What this means is when n is large enough, the runtime is greater than k1 * n and less than k2 * n, where k1 and k2 are some constants. This can be seen in the graph below.



We can also use other functions of n, such as n^2 or nlog2. Therefore as long as any runtime that uses some function of n, f(n), is greater than k1 * f(n) and is less than k2 * f(n), it is a big theta notation or in other words 𝛉(f(n)).

Another advantage of using these notations means that we don't have to note the time units being used. So the previous example of 6n^2 + 100n + 300, becomes 𝛉(n^2). When we use this notation we are saying we have a asymptotically tight bound on the runtime. This is because it only matters when n is large enough (this gives us the asymptotically part) but also because the runtime is between the two k constants * f(n) (this gives us the tight bound part).

Growth Characteristics
There are 6 typical types of growth; constant, logarithmic, linear, linearithmic, polynomial and exponential, however, there are other types of growth that might not be covered.
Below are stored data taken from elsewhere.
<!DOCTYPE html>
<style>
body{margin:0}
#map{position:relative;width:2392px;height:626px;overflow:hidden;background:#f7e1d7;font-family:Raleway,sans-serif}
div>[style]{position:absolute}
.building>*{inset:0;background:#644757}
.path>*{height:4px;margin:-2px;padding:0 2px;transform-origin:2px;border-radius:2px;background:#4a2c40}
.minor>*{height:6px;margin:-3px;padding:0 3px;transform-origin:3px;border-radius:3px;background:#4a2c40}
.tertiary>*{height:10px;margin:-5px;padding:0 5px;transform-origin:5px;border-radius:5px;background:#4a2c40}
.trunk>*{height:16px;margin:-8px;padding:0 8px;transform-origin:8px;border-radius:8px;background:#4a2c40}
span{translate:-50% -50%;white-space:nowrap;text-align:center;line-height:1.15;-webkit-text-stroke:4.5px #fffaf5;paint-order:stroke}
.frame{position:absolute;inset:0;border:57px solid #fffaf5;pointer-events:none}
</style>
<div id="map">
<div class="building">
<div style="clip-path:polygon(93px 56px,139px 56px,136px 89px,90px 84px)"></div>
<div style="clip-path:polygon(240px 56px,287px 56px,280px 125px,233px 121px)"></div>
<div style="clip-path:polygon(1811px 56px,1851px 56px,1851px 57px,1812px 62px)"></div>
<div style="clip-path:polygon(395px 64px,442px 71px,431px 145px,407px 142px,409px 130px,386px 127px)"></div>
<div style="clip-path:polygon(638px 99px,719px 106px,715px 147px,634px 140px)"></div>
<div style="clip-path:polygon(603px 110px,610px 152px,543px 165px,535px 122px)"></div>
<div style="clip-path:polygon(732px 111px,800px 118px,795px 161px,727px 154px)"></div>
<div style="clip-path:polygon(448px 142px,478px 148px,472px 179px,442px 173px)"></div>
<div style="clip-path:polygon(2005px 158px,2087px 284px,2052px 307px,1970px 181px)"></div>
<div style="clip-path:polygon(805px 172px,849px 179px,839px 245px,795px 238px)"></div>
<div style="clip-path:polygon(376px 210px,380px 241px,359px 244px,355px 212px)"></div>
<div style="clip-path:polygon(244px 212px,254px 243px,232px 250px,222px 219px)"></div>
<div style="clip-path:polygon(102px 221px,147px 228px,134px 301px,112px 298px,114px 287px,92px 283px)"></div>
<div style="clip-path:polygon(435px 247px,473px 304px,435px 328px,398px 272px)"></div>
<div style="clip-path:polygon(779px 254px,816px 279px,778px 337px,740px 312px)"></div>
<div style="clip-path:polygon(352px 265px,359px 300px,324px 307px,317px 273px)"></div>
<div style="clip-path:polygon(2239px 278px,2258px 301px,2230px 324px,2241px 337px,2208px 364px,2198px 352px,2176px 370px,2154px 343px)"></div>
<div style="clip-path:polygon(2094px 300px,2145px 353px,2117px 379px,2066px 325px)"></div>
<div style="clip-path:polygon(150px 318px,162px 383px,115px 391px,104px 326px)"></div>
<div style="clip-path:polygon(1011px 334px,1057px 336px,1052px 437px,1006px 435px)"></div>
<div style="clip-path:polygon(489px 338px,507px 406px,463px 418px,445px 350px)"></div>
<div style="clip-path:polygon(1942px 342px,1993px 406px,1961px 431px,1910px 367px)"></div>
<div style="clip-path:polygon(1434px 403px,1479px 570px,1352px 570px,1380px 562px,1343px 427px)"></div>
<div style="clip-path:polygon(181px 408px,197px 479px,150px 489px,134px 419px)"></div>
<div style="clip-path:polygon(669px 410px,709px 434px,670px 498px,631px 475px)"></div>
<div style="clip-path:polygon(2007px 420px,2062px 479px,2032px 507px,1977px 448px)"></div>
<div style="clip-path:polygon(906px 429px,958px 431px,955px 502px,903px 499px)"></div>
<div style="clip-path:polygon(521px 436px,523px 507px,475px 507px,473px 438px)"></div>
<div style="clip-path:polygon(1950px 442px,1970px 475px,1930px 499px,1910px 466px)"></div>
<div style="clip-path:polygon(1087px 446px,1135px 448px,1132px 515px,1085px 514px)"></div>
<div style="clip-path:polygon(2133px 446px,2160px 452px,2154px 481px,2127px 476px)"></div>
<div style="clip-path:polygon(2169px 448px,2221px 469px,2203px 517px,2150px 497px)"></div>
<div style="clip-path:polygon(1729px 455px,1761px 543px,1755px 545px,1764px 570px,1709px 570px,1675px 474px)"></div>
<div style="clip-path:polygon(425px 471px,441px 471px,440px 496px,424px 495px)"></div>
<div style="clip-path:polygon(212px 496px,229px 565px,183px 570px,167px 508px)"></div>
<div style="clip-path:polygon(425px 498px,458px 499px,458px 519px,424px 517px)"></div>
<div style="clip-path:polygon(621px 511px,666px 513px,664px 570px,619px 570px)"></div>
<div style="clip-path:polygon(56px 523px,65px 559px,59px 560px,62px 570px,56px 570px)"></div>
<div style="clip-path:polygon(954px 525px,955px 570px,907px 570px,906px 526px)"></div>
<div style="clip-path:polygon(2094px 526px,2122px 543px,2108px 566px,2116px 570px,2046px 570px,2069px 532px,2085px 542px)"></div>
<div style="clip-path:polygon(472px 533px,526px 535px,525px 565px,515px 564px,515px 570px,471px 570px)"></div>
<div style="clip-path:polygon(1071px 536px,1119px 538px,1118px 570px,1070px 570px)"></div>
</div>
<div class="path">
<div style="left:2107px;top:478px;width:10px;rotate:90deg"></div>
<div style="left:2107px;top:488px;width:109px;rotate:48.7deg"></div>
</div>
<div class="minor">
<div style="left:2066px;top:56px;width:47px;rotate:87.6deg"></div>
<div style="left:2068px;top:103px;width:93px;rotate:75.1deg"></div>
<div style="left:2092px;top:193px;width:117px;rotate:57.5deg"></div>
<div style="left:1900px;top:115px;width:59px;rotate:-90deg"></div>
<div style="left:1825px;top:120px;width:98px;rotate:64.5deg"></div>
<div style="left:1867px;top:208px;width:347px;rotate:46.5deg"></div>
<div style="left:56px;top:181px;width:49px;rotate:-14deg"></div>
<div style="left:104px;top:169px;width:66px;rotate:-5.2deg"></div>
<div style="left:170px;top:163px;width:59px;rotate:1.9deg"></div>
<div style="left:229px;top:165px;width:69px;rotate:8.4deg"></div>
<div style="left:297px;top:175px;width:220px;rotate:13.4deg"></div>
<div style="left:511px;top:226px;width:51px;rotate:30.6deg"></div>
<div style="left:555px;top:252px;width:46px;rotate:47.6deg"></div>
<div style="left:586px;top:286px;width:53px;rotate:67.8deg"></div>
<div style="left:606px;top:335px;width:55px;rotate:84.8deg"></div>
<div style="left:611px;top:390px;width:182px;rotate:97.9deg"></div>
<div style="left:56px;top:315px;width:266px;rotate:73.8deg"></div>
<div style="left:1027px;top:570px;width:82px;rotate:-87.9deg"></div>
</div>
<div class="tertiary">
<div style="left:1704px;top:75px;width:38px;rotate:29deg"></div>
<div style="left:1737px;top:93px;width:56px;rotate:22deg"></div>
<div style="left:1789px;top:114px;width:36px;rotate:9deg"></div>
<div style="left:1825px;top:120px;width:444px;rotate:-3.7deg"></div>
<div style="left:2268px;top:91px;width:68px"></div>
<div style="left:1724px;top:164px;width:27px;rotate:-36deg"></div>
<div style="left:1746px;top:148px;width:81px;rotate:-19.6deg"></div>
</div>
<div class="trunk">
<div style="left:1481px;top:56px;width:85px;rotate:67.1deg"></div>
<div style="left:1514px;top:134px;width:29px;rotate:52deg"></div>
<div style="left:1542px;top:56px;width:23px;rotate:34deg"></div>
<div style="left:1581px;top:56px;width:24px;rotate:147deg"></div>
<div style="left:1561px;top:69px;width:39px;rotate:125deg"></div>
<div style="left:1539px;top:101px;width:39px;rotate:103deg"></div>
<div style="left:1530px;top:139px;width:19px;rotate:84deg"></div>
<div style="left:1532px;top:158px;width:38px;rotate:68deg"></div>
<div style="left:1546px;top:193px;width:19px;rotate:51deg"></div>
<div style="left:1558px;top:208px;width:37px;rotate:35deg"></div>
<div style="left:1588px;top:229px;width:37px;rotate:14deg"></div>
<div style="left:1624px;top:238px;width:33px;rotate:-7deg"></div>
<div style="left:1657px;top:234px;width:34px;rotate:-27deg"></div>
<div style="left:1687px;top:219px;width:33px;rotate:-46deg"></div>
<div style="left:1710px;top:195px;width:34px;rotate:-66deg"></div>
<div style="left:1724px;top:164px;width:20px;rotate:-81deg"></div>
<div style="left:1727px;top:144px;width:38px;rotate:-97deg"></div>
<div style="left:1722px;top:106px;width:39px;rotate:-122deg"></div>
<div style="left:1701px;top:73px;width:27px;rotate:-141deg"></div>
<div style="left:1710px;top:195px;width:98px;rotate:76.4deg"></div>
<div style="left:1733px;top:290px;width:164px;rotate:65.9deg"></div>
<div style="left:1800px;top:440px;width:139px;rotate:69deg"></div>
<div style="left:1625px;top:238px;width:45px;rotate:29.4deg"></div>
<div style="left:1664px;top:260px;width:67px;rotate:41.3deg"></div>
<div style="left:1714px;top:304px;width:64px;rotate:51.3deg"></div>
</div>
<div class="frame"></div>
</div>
An example of a constant growth is finding the first element within an array. The function would be 1 as element 0 is always the first element. An example of an logarithmic function is Log2(n). This means how many 2 we need to multiply to get n. Linear is where n (the size of the input) is multiplied by some sort of coefficient, for example 3n would have a linear growth. Linearithmic is a combination of logarithmic and linear functions. An example of this is nLog2(n). Polynomial is similar to linear but this time n has a power/indice that follows after it. For example 3n^2 or n^6. Finally there is exponential and this is where some number has an indice of n, for example (3/2)^n or 6^n.

The order of growth is:

  1. Constant
  2. Logarithmic
  3. Linear
  4. Linearithmic
  5. Polynomial
  6. Exponential
Its worth noting that with logarithmic and linearithmic functions the growth speed is dependant on the base, the lower the base value the quicker the growth. For example log2(n) is faster than log8(n). With polynomial and exponential functions, the higher value the power/indice is the quicker the growth. So n^2 is slower than n^4.